Dhammasala is part of the Dhammayut or ‘Thai Forest’ lineage of Theravada Buddhism.

Dhammayuttika Nikaya (Thai: Thammayut) began in 1833 as a reform movement led by Mongkut (later King Rama IV), son of King Rama II of Siam. It remained a reform movement until passage of the Sangha Act of 1902, which formally recognized it as the lesser of Thailand’s two Theravada denominations, the other being Maha Nikaya.[2]

Prince Mongkut was a bhikkhu (religious name: Vajirañāṇo) for 27 years (1824–1851) before becoming King of Thailand (1851–1868). The then 20 year-old prince entered monastic life in 1824. Over the course of his early meditation training, Mongkut was frustrated that his teachers could not relate the meditation techniques they were teaching to the original teachings of the Buddha. Also, he described what he saw as serious discrepancies between the vinaya (monastic rules) and the actual practices of Thai bhikkhus. Mongkut, concerned that the ordination lines in Thailand were broken by a lack of adherence to this monastic code, sought out a different lineage of bhikkhus with practice that is more in line with the vinaya.

There are several rules in the Theravada monastic code by which a bhikkhu is “defeated” – he is no longer a bhikkhu even if he continues to wear robes and is treated as one. Every ordination ceremony in Theravada Buddhism is performed by ten bhikkhus to guard against the possibility of the ordination being rendered invalid by having a “defeated bhikkhu” as preceptor. Despite this, Mongkut was concerned that the area’s lineages of regional traditions were broken. He made every effort to commission a phalanx of bhikkhus in Thailand with the highest probability of an unbroken lineage traceable back to the Buddha.[3]

Mongkut eventually found a lineage among the Mon people in Thailand who had a stronger practice. He reordained in this group and began a reform movement that would become the Thammayut order. In founding the Thammayut order, Mongkut made an effort to remove all non-Buddhist, folk religious, and superstitious elements which over the years had become part of Thai Buddhism. Additionally, Thammayut bhikkhus are expected to eat only one meal a day (not two) and the meal was to be gathered during a traditional alms round.[4]


Since his brother Rama III complained about his involvement with an ethnic minority (the Mon), a monastery was built for Prince Mongkut on the edge of the city of Bangkok.[5][non-primary source needed] In 1836, Mongkut became the first abbot of the new Wat Bowonniwet Vihara, and it would become the administrative center of the Thammayut order to the present day.[3]

Soon after, Mongkut had other bhikkhus who were close to him reordain in this lineage of Mon bhikkhus. Among these were Mongkut’s son Vajirañāṇavarorasa and Somdet Phra Wannarat “Thap”, a grade nine Pali scholar.[6]
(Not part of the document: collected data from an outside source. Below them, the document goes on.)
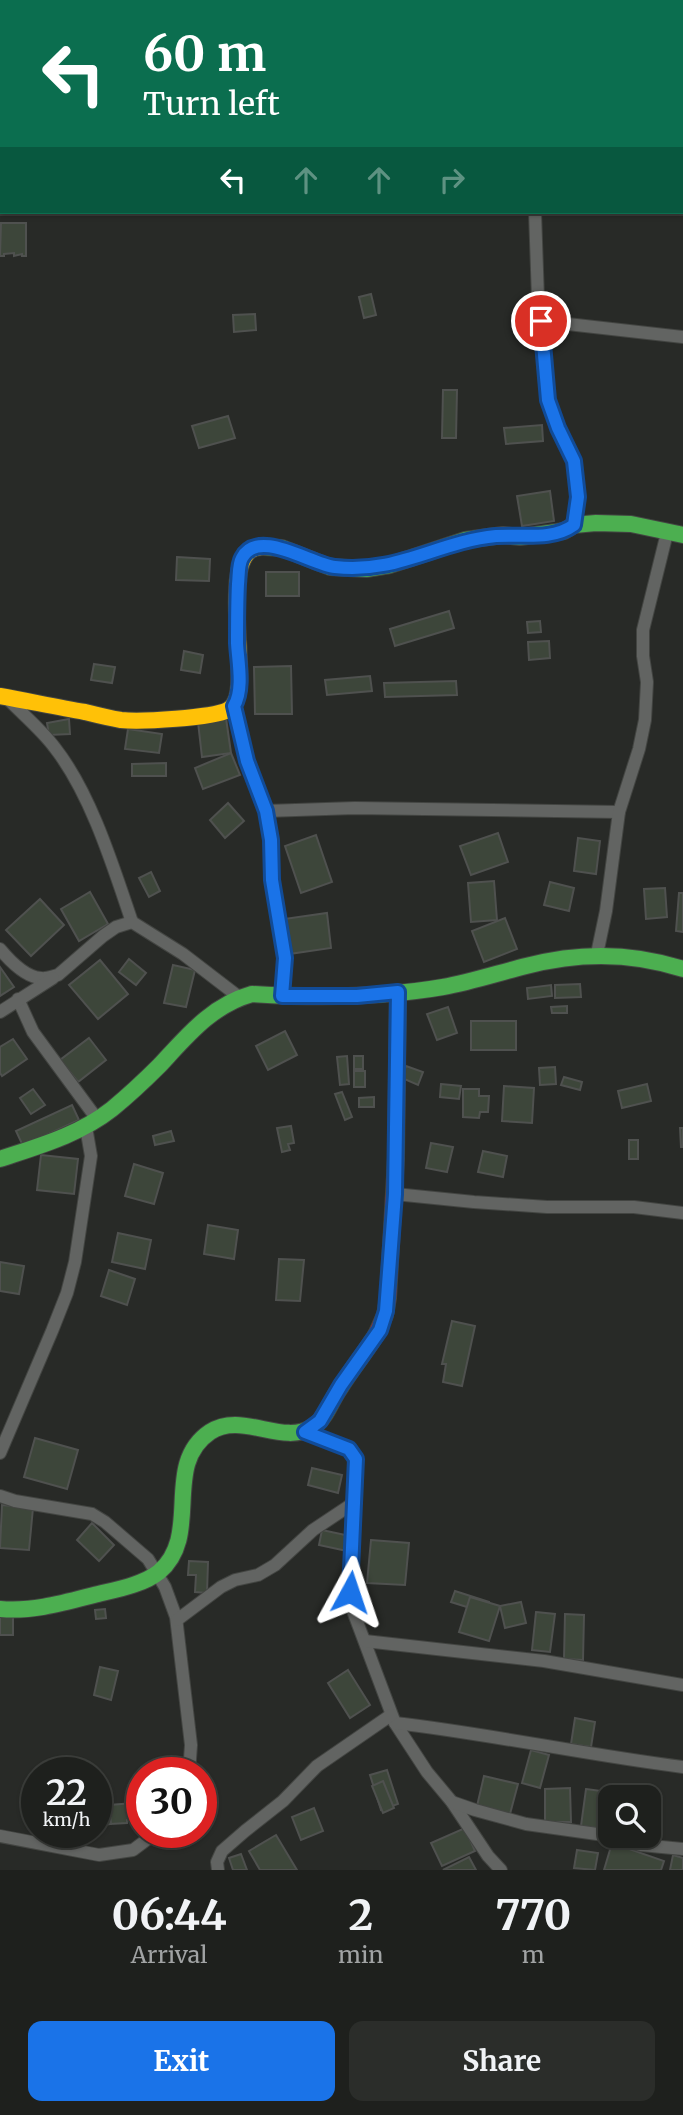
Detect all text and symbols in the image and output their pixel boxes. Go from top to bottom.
text: 60 m [143,23,266,84]
icon: left [28,28,119,119]
text: Turn left [143,84,280,124]
icon: left [214,161,252,199]
icon: ahead [287,161,325,199]
icon: ahead [360,161,398,199]
icon: right [433,161,471,199]
pin [511,291,571,351]
icon: arrive [522,302,560,340]
position arrow [313,1555,387,1629]
speed limit sign: 30 [126,1757,217,1848]
text: 22 [46,1771,87,1815]
map controls [598,1785,661,1848]
button: search [598,1785,661,1848]
text: km/h [43,1808,90,1831]
text: 06:44 [112,1889,227,1941]
text: 2 [349,1889,373,1941]
text: 770 [495,1889,571,1941]
text: Arrival [131,1940,207,1969]
text: min [338,1940,384,1969]
text: m [522,1940,545,1969]
button: Exit [28,2021,335,2101]
button: Share [349,2021,655,2101]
According to anthropologist Jim Taylor, Vajirañāṇavarorasa’s autobiography tells how “Thap had differences with the somewhat more “worldly” bhikkhus at Wat Bowornniwet, which led to dissension and the movement’s eventual division into four primary competing factions (monastic lines or “stems”).” In the mid-19th century these branches became so estranged that each one developed its own style of chanting, interpretation, and translation of Pali texts, and differed on issues related to the monastic code.[7]

It wasn’t until Vajirañāṇavarorasa took control of a new phase of sangha reforms in 1892 that the administrative Thammayut hierarchy would begin to form a cohesive vision. Officially Pusso Saa was the sangharaja; however, he was only a figurehead.[8][7] Thanissaro, a Thai-ordained forest bhikkhu, notes though that in the early-20th century, Ajahn Mun’s kammaṭṭhāna lineage formed a distinct camp within the Thammayut order which was at odds with Vajirañāṇavarorasa’s reforms.[5]